> _THE PROBLEM_
If a record holds a picture, drop the picture and repeat everything else word for word.

> _RECORD SET_
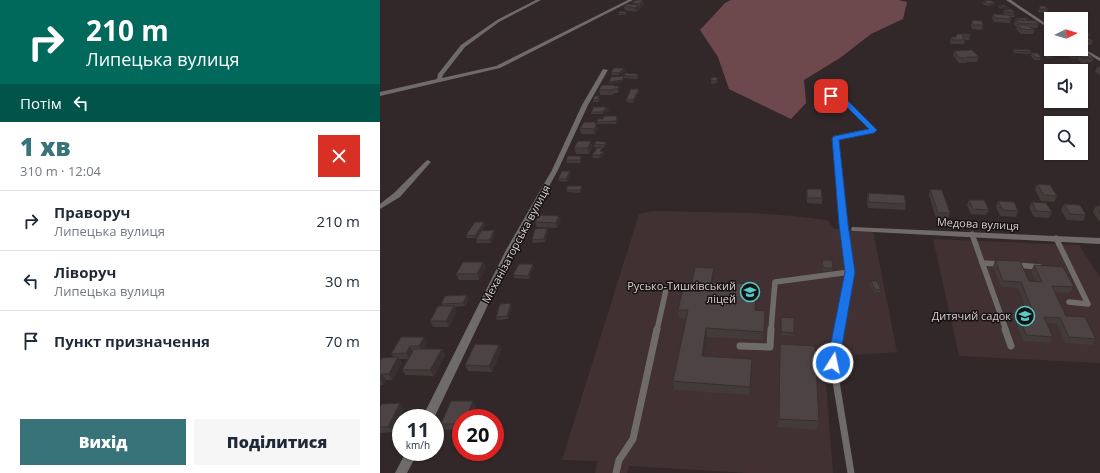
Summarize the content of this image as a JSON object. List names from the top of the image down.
{
  "streets": {
    "street": ["Медова вулиця", "Механізаторська вулиця"]
  },
  "places": {
    "school or university": ["Русько-Тишківський ліцей", "Дитячий садок"]
  },
  "north": "right",
  "page": {
    "turn": ["210 m", "Липецька вулиця"],
    "then": "Потім",
    "heading": ["1 хв", "310 m · 12:04"],
    "list": [
      {
        "name": "Праворуч",
        "note": "Липецька вулиця",
        "value": "210 m"
      },
      {
        "name": "Ліворуч",
        "note": "Липецька вулиця",
        "value": "30 m"
      },
      {
        "name": "Пункт призначення",
        "value": "70 m"
      }
    ],
    "speed": "11 km/h",
    "limit": "20",
    "buttons": ["Вихід", "Поділитися"]
  }
}
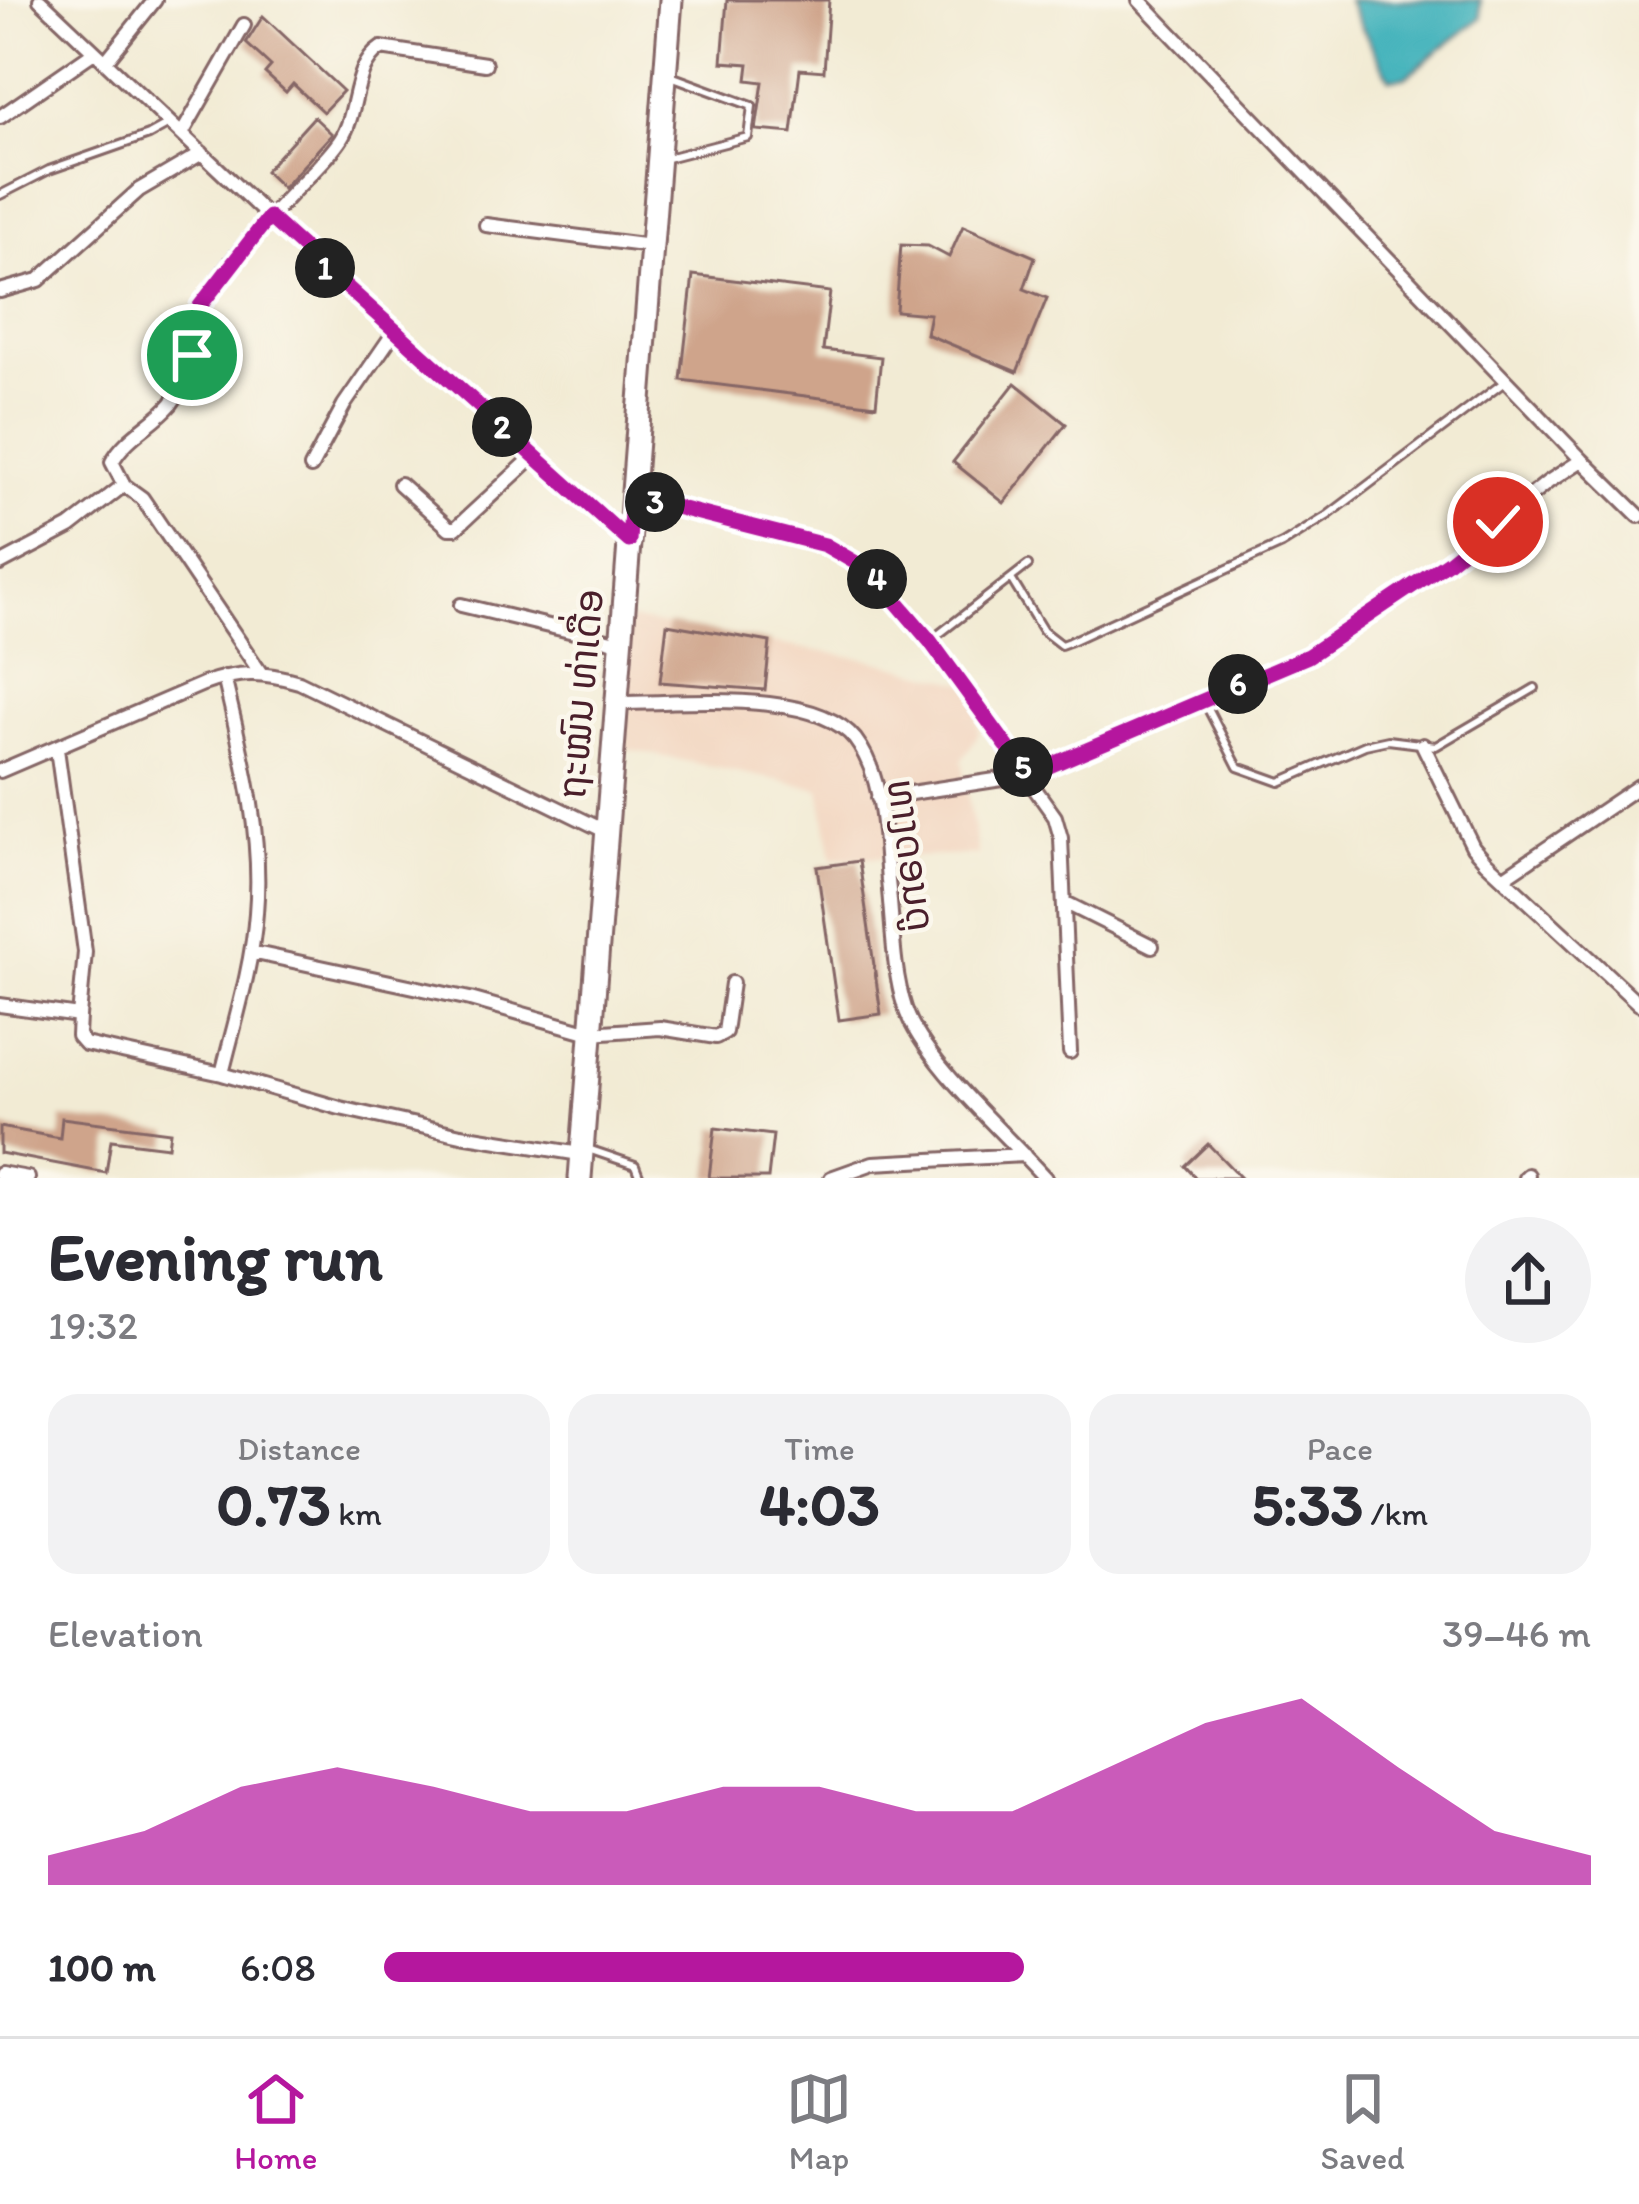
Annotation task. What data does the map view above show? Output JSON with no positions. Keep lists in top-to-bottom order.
{
  "streets": {
    "main road": ["ຖະໝົນ ທ່າເດື່ອ"],
    "street": ["ທາງດອນດູ"]
  },
  "crossings": [
    ["ຖະໝົນ ທ່າເດື່ອ", "ທາງດອນດູ"]
  ],
  "page": {
    "pins": [
      "1",
      "2",
      "3",
      "4",
      "6",
      "5"
    ],
    "heading": ["Evening run", "19:32"],
    "stats": [
      ["Distance", "0.73 km"],
      ["Time", "4:03"],
      ["Pace", "5:33 /km"]
    ],
    "chart": ["Elevation", "39–46 m"],
    "list": [
      {
        "name": "100 m",
        "note": "6:08"
      }
    ],
    "tabs": ["Home", "Map", "Saved"]
  }
}
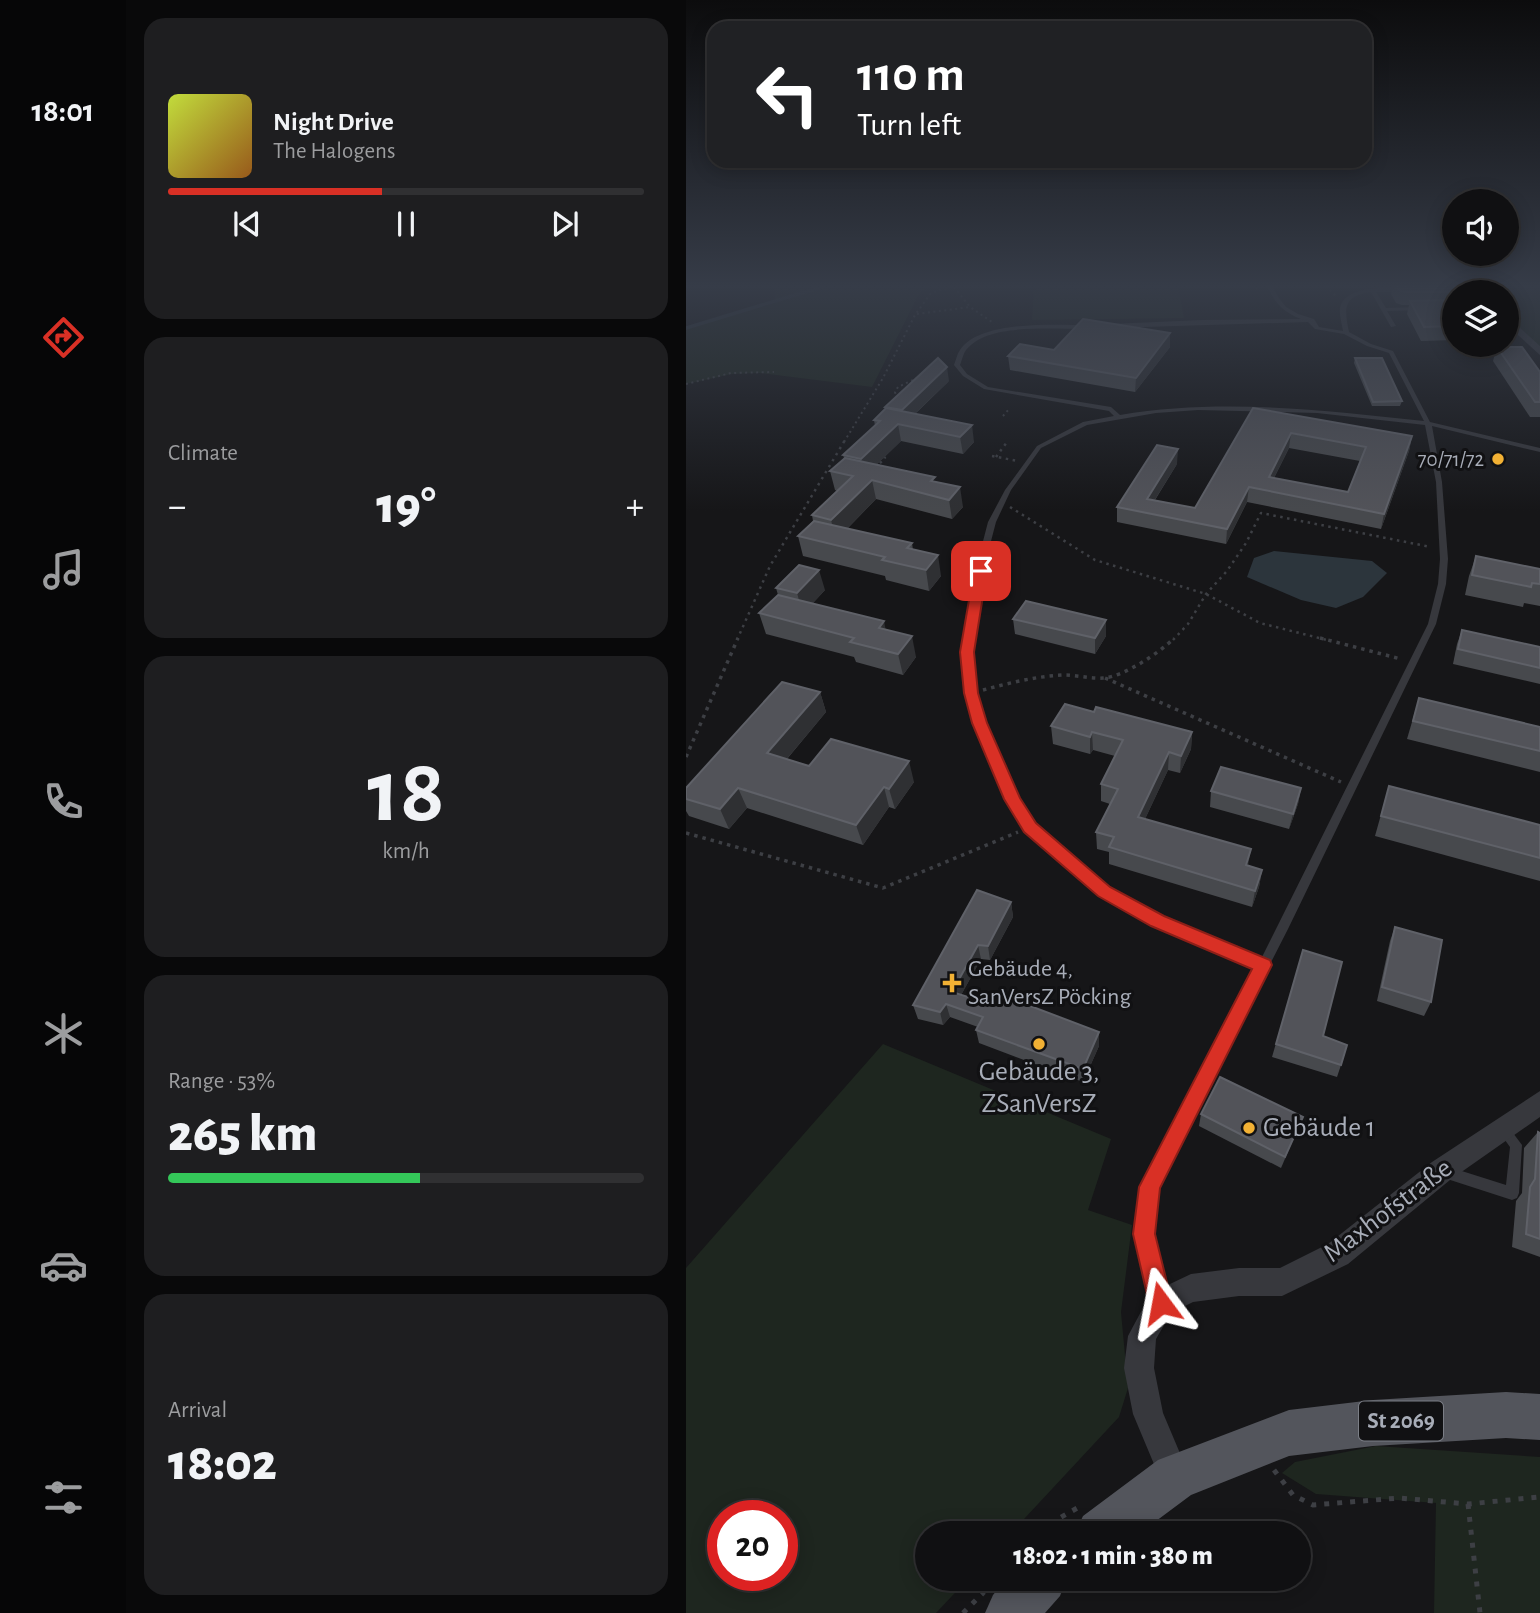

> _RESULT OF THIS TASK_
Summarize the content of this image as a JSON object. List names from the top of the image down.
{
  "streets": {
    "street": ["Медова вулиця", "Механізаторська вулиця"]
  },
  "places": {
    "school or university": ["Русько-Тишківський ліцей", "Дитячий садок"]
  },
  "north": "right",
  "page": {
    "turn": ["210 m", "Липецька вулиця"],
    "then": "Потім",
    "heading": ["1 хв", "310 m · 12:04"],
    "list": [
      {
        "name": "Праворуч",
        "note": "Липецька вулиця",
        "value": "210 m"
      },
      {
        "name": "Ліворуч",
        "note": "Липецька вулиця",
        "value": "30 m"
      },
      {
        "name": "Пункт призначення",
        "value": "70 m"
      }
    ],
    "speed": "11 km/h",
    "limit": "20",
    "buttons": ["Вихід", "Поділитися"]
  }
}
Annotation task. What data does the map view above show? Output JSON with no positions. Keep lists in top-to-bottom order.
{
  "streets": {
    "main road": ["ຖະໝົນ ທ່າເດື່ອ"],
    "street": ["ທາງດອນດູ"]
  },
  "crossings": [
    ["ຖະໝົນ ທ່າເດື່ອ", "ທາງດອນດູ"]
  ],
  "page": {
    "pins": [
      "1",
      "2",
      "3",
      "4",
      "6",
      "5"
    ],
    "heading": ["Evening run", "19:32"],
    "stats": [
      ["Distance", "0.73 km"],
      ["Time", "4:03"],
      ["Pace", "5:33 /km"]
    ],
    "chart": ["Elevation", "39–46 m"],
    "list": [
      {
        "name": "100 m",
        "note": "6:08"
      }
    ],
    "tabs": ["Home", "Map", "Saved"]
  }
}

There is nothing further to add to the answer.